BELFAST (Reuters) – Northern Ireland holds elections to local councils on Thursday that the Democratic Unionist Party (DUP) is pitching as an opportunity to bolster its call for further concessions from Britain on a revised post-Brexit trade deal.
The DUP says it will not drop a 15-month boycott of Northern Ireland’s power-sharing government unless London introduces laws to protect Northern Ireland’s ability to trade freely with the rest of the UK and offers greater flexibility around a deal struck with the European Union in February to ease trade checks.
With polls suggesting the party may fall into second place behind Irish nationalists Sinn Fein – as it did in elections to the devolved assembly last year – the DUP wants to avoid losing too many votes to other unionist parties and the fast-growing cross-community Alliance Party.

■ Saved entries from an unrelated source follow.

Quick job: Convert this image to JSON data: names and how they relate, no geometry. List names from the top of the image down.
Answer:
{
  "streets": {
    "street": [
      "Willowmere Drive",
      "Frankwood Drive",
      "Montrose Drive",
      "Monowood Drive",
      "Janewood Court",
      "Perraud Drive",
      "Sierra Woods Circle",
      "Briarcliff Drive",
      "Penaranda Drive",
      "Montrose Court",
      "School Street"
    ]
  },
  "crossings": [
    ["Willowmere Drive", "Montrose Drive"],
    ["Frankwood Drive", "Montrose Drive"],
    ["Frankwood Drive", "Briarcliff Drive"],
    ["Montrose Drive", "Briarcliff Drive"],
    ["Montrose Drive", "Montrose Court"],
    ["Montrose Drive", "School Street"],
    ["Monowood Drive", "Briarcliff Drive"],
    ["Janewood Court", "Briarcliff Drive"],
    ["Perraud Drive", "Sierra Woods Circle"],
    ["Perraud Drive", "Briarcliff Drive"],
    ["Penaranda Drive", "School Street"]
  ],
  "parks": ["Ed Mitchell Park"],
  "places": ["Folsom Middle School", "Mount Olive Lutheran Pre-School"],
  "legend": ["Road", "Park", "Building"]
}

“Unionists have a clear choice. They can strengthen our position as we seek to finish the job of restoring Northern Ireland’s place in the United Kingdom or unionism can divide and splinter,” DUP leader Jeffrey Donaldson told supporters last week.

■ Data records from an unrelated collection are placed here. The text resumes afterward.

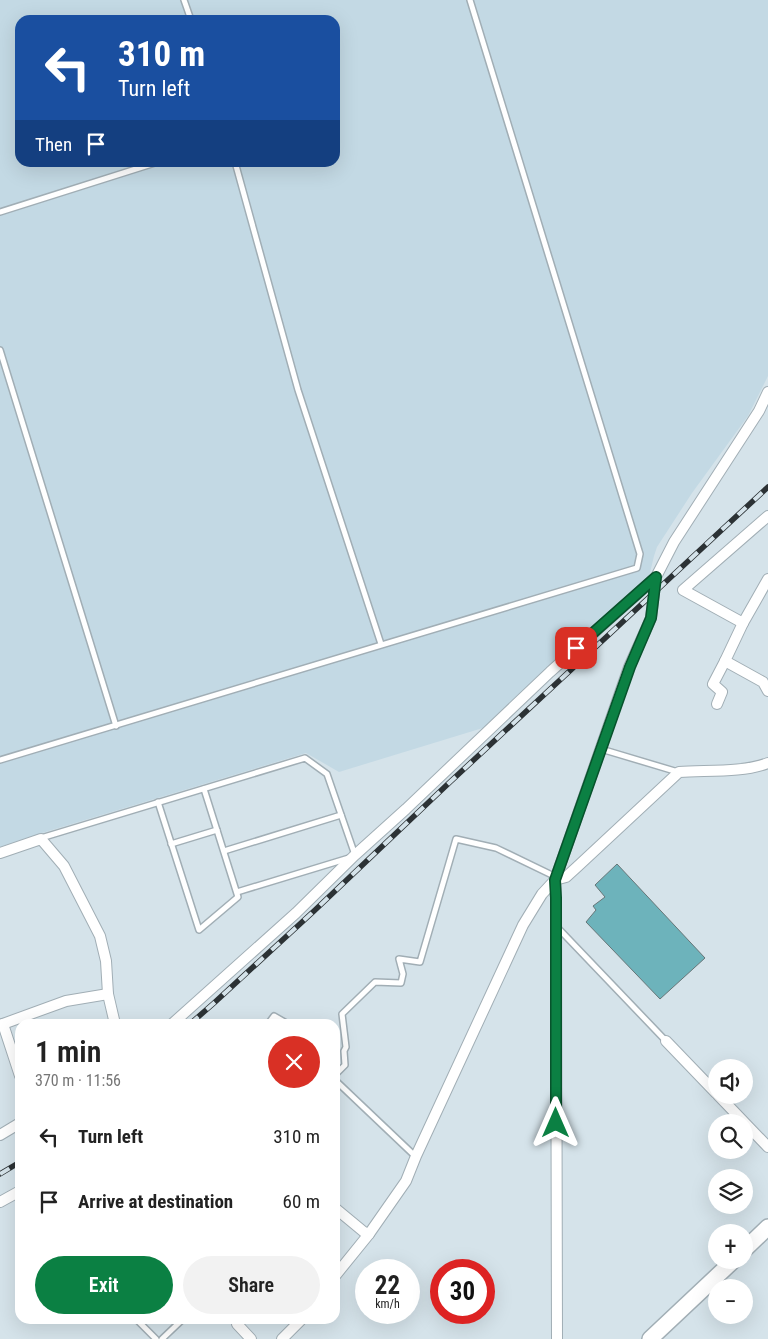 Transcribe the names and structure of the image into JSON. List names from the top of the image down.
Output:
{
  "page": {
    "turn": ["310 m", "Turn left"],
    "then": "Then",
    "heading": ["1 min", "370 m · 11:56"],
    "map_buttons": ["+", "−"],
    "list": [
      {
        "name": "Turn left",
        "value": "310 m"
      },
      {
        "name": "Arrive at destination",
        "value": "60 m"
      }
    ],
    "buttons": ["Exit", "Share"],
    "speed": "22 km/h",
    "limit": "30"
  }
} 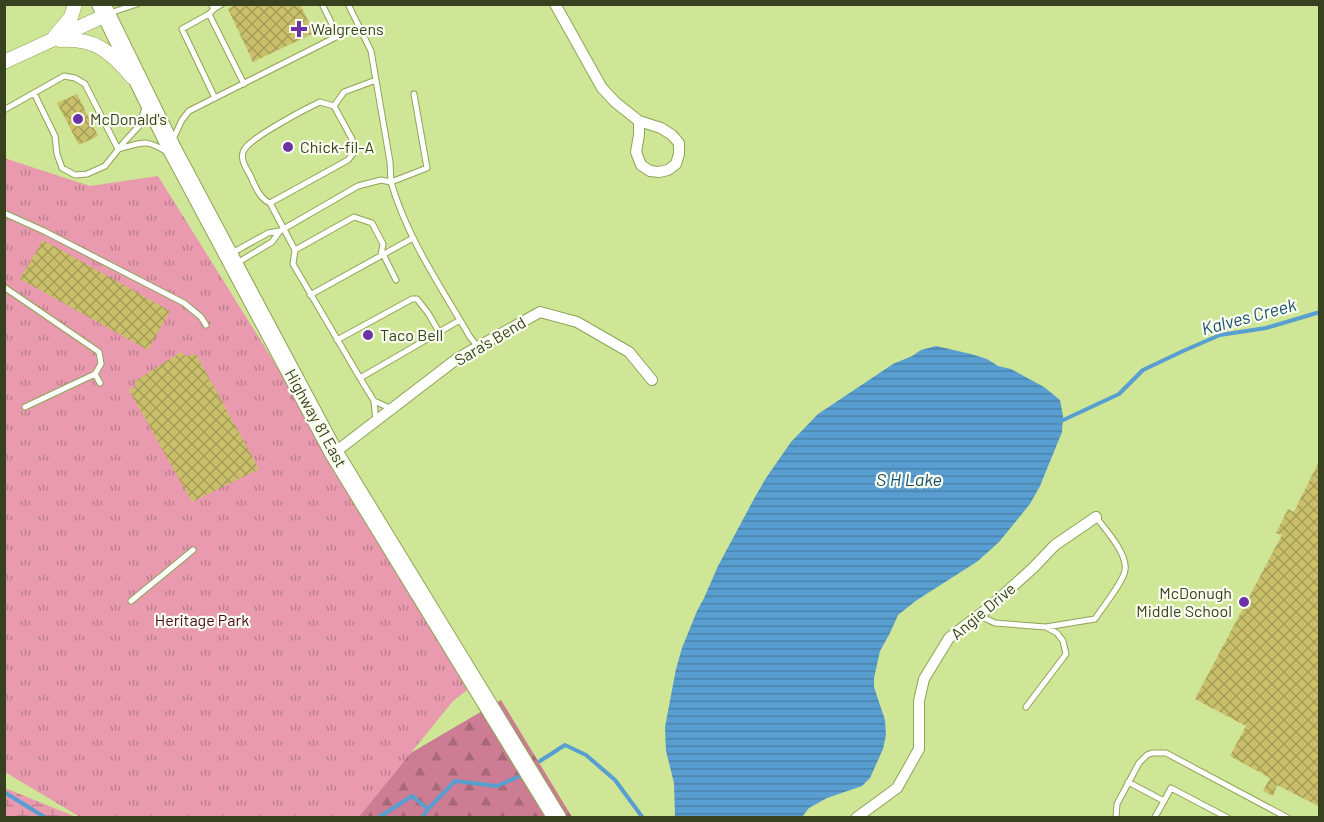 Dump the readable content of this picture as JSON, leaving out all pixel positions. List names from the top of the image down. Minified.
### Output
{"streets":{"main road":["Highway 81 East"],"street":["Sara's Bend","Angie Drive"]},"crossings":[["Sara's Bend","Highway 81 East"]],"water":["Kalves Creek","S H Lake"],"parks":["Heritage Park"],"places":{"health":["Walgreens"],"other":["McDonald's","Chick-fil-A","Taco Bell","McDonugh Middle School"]}} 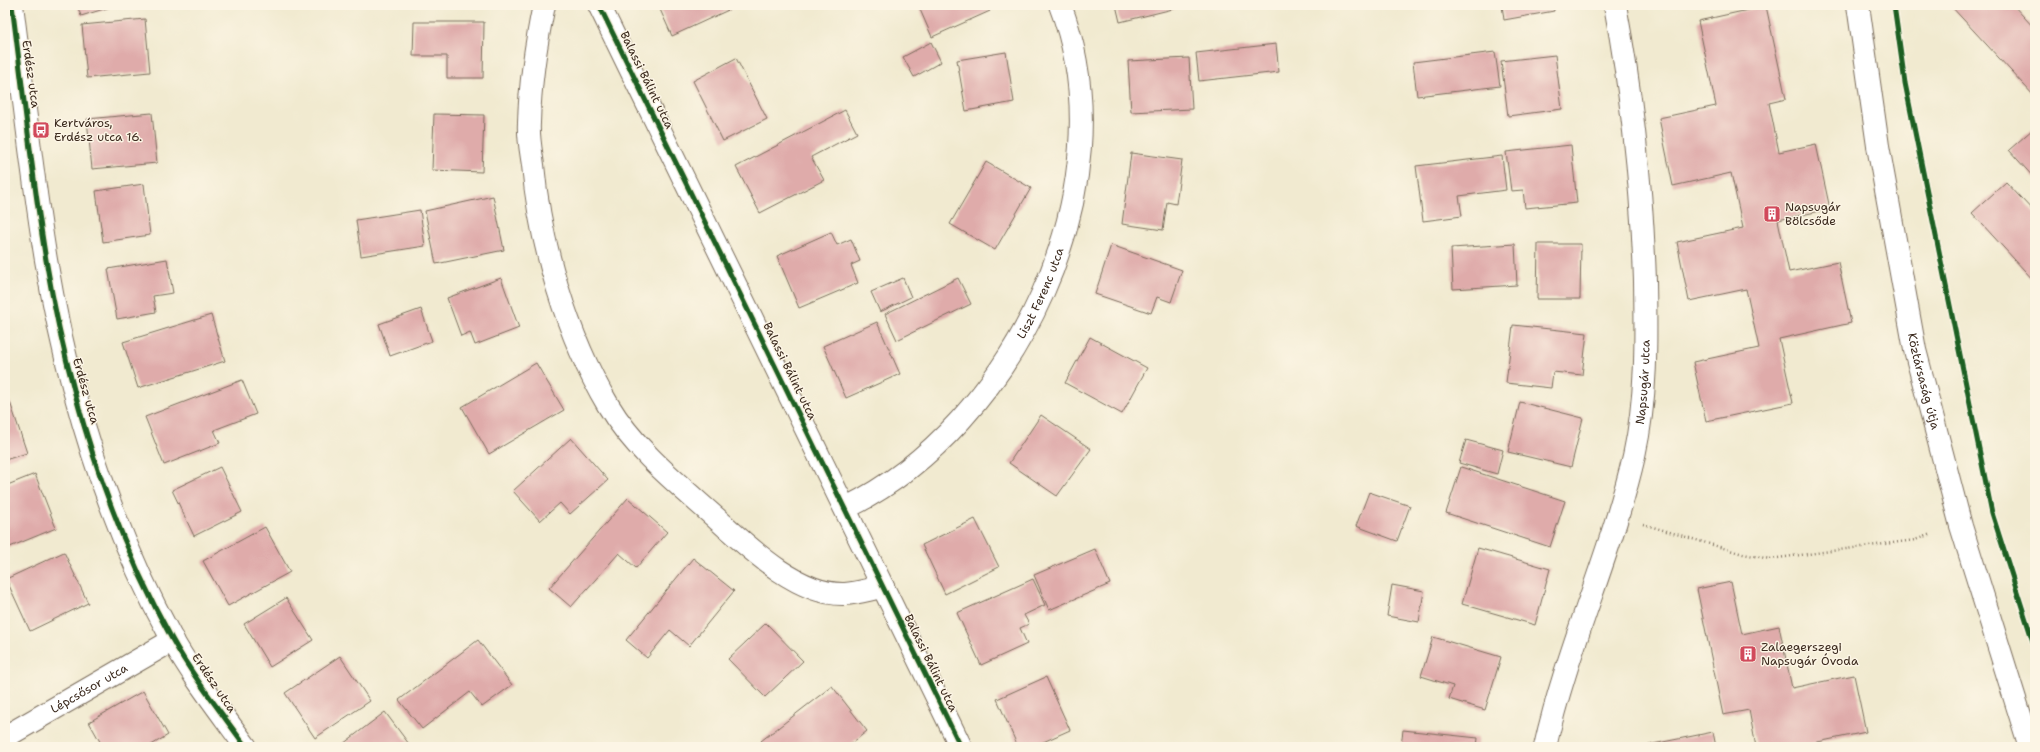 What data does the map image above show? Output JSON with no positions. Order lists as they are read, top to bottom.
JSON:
{
  "streets": {
    "street": [
      "Erdész utca",
      "Balassi Bálint utca",
      "Liszt Ferenc utca",
      "Köztársaság útja",
      "Napsugár utca",
      "Lépcsősor utca"
    ]
  },
  "crossings": [
    ["Erdész utca", "Lépcsősor utca"],
    ["Balassi Bálint utca", "Liszt Ferenc utca"]
  ],
  "places": {
    "bus stop": ["Kertváros, Erdész utca 16."],
    "building": ["Napsugár Bölcsőde", "Zalaegerszegi Napsugár Óvoda"]
  }
}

Counting begins on Friday and is likely to continue into Saturday.
The leaders of Britain, Ireland and most recently U.S President Joe Biden have all urged the DUP to restore power-sharing – a key part of a 1998 peace deal that mostly ended three decades of sectarian conflict.

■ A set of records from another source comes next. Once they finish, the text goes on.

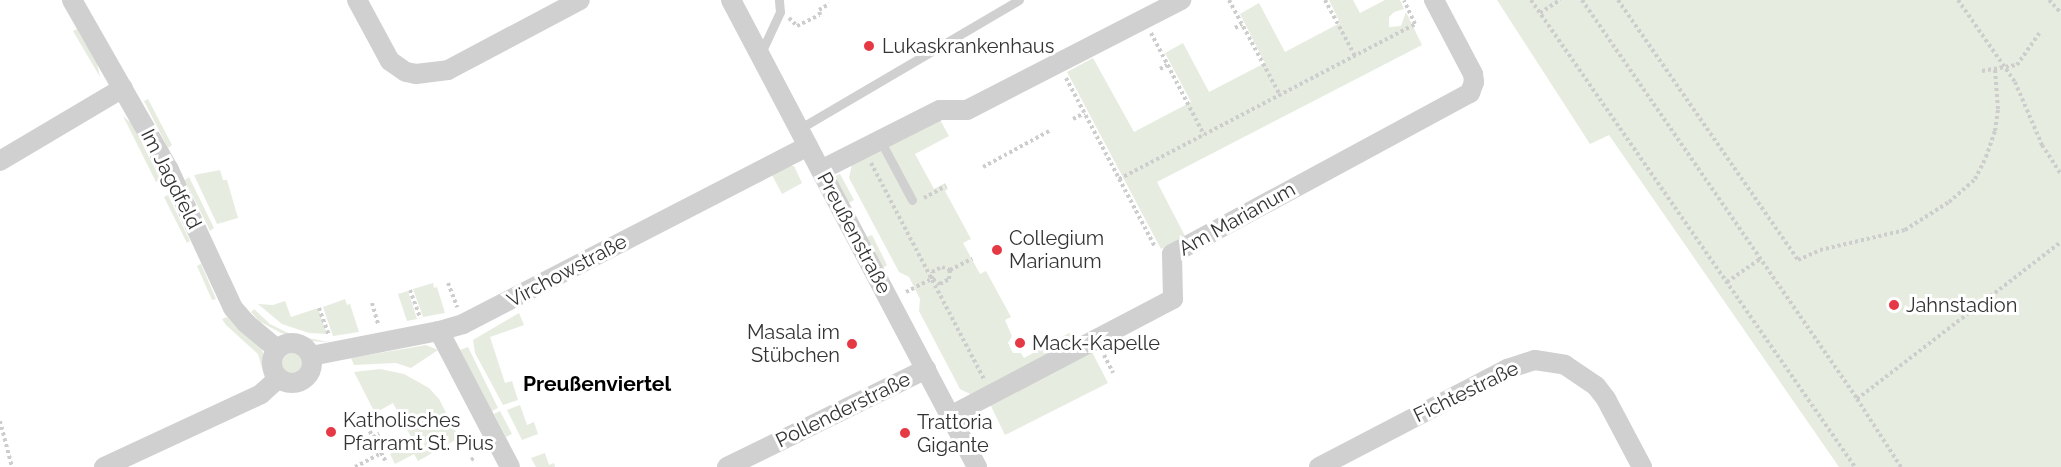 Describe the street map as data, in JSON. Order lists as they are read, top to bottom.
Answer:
{
  "streets": {
    "street": [
      "Im Jagdfeld",
      "Am Marianum",
      "Preußenstraße",
      "Virchowstraße",
      "Fichtestraße",
      "Pollenderstraße"
    ]
  },
  "crossings": [
    ["Im Jagdfeld", "Virchowstraße"],
    ["Am Marianum", "Preußenstraße"],
    ["Preußenstraße", "Virchowstraße"],
    ["Preußenstraße", "Pollenderstraße"]
  ],
  "districts": ["Preußenviertel"],
  "places": [
    "Lukaskrankenhaus",
    "Collegium Marianum",
    "Jahnstadion",
    "Mack-Kapelle",
    "Masala im Stübchen",
    "Katholisches Pfarramt St. Pius",
    "Trattoria Gigante"
  ]
}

London has said it will introduce laws to protect unfettered Northern Ireland/British trade, but it is unclear what exactly is needed to satisfy the DUP and whether the legislation will be compatible with the revised EU/UK Northern Ireland trade deal.
The DUP will view a solid election outing as a “continuing mandate” for its boycott, said Jon Tonge, professor of politics at the University of Liverpool, while a splintering of the vote benefiting the small, more hardline Traditional Unionist Voice (TUV) would only serve to harden the DUP’s stance.
“I’m not expecting a big rainbow to appear after the election. What’s more likely than not is that this will be a display of unionist resolve which, in the short term at least, will actually make things worse,” he said.
“It is a case that this is another hurdle to get over, something almost to be endured.”